### Task to carry out
Spot each line in the data below containing "limit" and copy it.
*** Opening Excerpted data ***
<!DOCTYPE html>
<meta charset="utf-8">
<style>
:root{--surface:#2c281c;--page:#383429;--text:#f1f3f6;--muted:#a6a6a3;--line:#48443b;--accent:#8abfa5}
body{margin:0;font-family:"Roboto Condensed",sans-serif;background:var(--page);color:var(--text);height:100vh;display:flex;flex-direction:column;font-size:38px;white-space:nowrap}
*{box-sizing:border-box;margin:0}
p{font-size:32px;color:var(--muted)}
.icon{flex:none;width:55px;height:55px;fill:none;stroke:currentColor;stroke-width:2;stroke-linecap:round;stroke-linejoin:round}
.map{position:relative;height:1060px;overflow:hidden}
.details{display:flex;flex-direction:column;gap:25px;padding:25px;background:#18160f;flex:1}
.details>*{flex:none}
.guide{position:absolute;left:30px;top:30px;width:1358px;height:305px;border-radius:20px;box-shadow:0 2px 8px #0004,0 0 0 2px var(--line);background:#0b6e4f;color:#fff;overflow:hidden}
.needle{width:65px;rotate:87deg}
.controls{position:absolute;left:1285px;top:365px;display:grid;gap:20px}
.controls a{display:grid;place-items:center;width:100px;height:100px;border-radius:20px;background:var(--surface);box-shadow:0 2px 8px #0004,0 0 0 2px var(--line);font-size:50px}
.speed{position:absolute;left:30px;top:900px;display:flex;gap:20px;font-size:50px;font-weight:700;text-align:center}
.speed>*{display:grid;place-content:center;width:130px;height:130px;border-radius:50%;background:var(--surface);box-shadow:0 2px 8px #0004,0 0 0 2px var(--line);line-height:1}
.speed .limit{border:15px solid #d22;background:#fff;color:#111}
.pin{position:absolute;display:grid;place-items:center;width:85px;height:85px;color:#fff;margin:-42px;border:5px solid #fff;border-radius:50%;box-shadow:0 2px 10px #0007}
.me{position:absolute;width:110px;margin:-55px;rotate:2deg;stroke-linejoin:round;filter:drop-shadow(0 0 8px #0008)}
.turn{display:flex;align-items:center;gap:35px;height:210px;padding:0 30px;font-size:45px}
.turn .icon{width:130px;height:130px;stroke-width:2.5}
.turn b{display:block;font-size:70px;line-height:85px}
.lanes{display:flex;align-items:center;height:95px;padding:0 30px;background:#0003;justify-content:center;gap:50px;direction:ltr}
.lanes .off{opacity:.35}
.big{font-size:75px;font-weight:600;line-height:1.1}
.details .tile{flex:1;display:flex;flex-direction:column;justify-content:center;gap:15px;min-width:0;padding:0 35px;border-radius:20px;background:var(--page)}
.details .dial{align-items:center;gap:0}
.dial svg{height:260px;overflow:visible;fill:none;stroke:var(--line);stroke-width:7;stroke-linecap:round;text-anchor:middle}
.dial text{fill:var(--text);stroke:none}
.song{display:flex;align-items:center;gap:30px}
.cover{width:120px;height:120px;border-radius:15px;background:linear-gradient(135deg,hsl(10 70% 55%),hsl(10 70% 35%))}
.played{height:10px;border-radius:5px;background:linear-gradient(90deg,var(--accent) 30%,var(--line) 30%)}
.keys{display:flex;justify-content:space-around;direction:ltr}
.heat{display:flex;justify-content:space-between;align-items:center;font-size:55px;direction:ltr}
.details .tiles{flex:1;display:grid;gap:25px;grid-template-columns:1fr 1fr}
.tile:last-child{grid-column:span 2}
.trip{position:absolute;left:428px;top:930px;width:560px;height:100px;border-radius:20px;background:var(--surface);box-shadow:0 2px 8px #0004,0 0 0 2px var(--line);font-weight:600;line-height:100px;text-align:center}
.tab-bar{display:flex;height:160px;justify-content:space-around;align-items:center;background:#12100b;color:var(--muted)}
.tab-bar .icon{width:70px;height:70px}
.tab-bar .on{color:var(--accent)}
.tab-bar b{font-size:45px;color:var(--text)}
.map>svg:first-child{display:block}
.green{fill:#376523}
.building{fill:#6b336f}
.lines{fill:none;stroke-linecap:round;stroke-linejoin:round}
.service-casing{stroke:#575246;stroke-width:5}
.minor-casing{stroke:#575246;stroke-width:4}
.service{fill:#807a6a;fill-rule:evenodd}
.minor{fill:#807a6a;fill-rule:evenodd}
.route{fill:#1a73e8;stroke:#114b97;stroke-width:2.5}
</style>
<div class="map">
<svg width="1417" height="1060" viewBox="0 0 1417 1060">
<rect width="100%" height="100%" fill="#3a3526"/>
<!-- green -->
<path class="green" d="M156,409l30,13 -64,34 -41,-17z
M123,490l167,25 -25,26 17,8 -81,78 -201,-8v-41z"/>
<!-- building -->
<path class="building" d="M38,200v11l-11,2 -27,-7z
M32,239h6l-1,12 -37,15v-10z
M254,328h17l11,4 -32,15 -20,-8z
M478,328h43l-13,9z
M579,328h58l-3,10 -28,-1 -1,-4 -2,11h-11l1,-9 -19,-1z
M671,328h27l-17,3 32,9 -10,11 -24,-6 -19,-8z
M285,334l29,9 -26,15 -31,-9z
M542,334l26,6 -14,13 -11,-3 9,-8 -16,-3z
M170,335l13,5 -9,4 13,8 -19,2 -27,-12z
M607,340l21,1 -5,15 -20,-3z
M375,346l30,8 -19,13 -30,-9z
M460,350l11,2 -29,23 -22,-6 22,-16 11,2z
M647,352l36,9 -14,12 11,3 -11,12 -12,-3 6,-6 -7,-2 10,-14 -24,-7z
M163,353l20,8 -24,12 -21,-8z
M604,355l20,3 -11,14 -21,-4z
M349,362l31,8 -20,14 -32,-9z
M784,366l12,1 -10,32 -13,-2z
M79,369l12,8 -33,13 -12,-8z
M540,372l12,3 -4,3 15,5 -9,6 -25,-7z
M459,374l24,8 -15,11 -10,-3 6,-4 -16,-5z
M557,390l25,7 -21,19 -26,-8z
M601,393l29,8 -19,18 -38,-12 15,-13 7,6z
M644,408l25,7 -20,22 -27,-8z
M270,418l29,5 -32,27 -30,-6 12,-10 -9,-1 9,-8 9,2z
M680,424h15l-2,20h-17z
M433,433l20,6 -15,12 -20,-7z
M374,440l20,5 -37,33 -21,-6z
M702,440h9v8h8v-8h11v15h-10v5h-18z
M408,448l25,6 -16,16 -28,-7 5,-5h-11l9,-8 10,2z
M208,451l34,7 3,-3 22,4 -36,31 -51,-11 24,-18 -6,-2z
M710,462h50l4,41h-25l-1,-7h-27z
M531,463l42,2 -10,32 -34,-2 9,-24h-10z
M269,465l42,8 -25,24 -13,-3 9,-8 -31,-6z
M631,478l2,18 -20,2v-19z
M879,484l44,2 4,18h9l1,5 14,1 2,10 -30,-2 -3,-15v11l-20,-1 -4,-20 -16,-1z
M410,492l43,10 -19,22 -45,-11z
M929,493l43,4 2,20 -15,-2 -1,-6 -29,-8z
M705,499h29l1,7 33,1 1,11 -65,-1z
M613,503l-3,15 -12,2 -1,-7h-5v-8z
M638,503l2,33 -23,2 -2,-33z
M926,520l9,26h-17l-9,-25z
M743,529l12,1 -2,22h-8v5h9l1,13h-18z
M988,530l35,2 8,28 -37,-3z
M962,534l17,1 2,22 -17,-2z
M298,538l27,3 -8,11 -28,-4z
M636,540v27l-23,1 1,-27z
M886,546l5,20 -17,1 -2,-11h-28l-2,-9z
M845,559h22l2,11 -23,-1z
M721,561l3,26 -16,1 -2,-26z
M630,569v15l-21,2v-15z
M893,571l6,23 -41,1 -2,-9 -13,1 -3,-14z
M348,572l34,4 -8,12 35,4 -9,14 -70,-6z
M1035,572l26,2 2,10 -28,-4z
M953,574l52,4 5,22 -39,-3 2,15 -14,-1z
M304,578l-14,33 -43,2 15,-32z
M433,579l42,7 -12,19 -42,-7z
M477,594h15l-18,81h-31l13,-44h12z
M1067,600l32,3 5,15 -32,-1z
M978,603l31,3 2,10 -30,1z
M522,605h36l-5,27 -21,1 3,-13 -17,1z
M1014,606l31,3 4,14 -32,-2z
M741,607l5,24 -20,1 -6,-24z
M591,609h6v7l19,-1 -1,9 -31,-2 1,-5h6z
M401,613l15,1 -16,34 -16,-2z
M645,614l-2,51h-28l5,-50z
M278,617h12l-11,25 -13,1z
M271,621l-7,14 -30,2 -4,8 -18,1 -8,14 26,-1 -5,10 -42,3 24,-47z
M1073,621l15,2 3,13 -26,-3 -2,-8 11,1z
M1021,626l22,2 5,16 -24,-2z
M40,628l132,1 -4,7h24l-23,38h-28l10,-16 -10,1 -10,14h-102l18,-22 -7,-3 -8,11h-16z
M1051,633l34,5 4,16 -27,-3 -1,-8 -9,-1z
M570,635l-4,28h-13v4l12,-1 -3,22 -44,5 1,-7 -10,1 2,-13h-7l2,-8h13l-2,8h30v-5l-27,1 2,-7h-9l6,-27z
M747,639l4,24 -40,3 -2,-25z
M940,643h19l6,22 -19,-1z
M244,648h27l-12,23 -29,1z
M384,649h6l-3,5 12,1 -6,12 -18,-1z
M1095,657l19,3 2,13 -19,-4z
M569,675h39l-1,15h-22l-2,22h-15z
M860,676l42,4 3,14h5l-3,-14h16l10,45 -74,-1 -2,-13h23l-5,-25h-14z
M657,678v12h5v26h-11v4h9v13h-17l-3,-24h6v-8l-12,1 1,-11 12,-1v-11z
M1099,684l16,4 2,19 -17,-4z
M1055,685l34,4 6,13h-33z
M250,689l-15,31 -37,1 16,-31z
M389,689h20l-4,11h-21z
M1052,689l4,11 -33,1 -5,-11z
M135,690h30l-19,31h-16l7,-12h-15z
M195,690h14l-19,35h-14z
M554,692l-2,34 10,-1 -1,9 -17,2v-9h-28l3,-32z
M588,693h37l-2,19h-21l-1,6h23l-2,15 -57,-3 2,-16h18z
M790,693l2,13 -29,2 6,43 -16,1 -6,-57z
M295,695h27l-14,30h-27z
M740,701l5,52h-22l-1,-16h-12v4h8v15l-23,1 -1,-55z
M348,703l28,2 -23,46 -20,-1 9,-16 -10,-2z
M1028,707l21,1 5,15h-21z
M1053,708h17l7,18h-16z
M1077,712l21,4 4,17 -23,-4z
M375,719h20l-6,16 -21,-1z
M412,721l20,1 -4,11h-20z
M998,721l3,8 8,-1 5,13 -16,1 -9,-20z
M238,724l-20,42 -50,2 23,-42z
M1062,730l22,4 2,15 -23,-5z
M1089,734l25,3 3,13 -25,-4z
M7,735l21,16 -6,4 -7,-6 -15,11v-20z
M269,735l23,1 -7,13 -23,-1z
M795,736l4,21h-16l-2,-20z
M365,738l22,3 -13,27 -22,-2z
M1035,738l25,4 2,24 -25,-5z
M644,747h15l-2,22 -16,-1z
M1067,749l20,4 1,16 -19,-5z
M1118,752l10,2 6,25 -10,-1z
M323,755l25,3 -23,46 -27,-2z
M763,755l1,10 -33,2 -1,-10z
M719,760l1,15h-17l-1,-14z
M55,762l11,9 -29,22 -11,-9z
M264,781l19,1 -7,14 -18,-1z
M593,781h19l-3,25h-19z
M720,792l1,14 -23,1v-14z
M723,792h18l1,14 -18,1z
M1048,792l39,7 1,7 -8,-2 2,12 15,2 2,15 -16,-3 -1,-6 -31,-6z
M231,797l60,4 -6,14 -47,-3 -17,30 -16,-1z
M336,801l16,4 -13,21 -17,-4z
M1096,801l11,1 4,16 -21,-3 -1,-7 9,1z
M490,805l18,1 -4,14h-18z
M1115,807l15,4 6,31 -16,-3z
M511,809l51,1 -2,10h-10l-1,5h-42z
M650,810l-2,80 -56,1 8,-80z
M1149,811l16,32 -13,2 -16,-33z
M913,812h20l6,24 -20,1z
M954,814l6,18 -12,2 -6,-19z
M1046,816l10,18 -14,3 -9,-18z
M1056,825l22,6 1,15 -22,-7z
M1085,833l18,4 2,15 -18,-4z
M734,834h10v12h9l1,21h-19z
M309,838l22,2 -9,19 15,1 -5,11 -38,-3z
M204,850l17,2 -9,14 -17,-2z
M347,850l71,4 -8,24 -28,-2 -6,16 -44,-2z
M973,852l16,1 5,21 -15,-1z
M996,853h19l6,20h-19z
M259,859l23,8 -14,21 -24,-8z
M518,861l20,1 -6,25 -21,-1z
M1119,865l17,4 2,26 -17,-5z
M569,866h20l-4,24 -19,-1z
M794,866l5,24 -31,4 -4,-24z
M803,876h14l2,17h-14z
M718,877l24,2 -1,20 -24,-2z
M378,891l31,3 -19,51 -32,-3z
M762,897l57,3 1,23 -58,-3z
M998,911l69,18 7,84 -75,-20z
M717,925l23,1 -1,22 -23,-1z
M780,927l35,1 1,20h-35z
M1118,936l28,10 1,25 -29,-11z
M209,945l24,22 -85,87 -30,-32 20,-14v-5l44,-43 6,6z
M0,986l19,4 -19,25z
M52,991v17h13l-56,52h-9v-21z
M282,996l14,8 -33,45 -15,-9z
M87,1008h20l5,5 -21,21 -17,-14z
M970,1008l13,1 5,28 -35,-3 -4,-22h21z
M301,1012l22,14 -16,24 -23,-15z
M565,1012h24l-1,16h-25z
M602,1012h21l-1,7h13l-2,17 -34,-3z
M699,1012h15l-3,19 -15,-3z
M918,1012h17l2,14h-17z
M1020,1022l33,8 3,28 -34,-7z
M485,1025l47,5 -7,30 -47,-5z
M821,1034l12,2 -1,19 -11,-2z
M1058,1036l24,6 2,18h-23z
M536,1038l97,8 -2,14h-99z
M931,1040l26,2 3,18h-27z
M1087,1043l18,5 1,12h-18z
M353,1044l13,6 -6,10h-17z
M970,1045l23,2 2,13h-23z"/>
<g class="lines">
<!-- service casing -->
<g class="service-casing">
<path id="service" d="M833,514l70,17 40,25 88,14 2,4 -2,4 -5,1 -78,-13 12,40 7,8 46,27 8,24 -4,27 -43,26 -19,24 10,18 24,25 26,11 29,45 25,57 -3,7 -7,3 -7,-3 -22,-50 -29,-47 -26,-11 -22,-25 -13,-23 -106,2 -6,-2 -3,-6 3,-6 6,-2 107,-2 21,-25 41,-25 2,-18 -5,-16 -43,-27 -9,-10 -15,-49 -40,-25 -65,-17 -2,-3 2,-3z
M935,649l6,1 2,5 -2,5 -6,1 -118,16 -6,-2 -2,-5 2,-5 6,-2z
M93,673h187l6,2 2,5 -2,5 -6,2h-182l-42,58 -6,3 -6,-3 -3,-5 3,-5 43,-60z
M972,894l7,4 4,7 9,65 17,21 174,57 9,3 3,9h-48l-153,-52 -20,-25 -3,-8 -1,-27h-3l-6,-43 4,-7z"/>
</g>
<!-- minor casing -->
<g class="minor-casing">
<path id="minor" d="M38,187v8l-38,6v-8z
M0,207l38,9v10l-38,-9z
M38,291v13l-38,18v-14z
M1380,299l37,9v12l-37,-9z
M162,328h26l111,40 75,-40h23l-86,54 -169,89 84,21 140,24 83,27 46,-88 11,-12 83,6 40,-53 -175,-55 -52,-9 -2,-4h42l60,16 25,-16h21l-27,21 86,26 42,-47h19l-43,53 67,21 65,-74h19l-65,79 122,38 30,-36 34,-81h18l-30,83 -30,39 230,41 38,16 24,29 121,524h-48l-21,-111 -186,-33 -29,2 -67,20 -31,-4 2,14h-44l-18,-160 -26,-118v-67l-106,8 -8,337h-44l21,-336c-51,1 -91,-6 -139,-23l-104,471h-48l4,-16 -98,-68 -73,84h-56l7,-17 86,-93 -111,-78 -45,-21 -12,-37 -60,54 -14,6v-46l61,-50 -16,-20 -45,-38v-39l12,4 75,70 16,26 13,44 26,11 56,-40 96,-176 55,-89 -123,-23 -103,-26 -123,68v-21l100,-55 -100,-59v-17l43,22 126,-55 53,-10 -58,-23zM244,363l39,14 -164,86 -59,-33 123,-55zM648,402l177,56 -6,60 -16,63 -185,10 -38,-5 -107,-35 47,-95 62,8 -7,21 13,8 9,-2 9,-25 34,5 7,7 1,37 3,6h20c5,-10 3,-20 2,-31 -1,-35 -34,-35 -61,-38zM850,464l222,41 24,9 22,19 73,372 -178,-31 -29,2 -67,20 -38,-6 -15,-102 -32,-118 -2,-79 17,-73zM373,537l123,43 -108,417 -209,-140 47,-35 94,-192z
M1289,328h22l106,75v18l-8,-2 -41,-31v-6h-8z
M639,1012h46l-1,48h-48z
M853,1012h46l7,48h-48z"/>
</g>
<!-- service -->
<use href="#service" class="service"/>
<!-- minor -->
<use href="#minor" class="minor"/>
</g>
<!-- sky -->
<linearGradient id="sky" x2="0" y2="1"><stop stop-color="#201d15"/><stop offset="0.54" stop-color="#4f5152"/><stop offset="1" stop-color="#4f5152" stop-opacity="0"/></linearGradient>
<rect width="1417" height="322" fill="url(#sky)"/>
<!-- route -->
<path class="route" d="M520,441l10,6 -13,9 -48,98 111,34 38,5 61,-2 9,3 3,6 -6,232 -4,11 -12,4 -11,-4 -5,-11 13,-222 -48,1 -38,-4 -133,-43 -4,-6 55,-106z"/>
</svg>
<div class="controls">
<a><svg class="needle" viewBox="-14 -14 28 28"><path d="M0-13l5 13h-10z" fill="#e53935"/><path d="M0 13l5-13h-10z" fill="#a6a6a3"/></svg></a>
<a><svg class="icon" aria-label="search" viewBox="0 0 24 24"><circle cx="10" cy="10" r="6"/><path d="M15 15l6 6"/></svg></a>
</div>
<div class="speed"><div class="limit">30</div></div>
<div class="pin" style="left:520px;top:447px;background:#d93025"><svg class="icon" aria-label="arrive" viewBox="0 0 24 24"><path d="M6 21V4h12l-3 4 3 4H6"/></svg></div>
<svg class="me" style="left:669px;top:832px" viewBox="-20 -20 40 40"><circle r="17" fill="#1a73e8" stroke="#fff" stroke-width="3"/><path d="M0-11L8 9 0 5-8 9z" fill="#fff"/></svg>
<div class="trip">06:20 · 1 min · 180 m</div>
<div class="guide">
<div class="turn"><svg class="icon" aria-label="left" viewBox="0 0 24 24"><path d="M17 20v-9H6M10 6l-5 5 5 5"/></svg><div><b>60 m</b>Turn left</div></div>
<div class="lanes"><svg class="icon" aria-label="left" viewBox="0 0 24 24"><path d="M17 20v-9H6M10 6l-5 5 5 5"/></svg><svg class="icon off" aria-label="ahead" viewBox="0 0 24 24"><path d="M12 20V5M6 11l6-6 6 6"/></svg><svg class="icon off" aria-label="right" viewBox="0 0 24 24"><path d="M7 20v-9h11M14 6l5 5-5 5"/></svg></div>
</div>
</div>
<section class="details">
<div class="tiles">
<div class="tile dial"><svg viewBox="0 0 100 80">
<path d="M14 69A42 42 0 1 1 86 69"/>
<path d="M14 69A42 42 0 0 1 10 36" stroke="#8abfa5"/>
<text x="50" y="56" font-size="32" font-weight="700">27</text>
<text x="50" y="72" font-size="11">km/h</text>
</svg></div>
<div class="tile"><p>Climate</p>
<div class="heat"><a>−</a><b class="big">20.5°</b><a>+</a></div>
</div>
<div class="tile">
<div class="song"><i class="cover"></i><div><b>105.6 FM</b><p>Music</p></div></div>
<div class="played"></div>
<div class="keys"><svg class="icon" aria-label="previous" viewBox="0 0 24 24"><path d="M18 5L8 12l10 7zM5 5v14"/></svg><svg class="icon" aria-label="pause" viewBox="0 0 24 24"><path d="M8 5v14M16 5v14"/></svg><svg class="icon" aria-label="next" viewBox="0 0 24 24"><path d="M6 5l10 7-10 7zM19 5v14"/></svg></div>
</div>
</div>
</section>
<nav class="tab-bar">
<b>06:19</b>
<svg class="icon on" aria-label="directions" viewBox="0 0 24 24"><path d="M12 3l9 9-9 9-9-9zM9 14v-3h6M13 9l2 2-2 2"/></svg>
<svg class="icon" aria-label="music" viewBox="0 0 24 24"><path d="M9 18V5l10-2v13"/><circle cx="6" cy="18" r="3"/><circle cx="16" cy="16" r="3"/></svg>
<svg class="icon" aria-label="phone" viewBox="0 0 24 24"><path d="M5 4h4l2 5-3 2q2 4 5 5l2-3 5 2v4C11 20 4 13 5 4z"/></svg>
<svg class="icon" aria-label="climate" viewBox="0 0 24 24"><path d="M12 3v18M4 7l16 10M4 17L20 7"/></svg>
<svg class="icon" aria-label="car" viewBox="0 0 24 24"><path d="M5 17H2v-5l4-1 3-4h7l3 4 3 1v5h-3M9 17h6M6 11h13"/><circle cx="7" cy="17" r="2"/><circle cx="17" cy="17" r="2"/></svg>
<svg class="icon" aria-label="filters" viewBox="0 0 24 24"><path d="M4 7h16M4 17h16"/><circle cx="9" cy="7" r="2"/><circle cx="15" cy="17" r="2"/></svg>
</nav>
*** Closing Excerpted data ***
### Answer box
.speed .limit{border:15px solid #d22;background:#fff;color:#111}
<div class="speed"><div class="limit">30</div></div>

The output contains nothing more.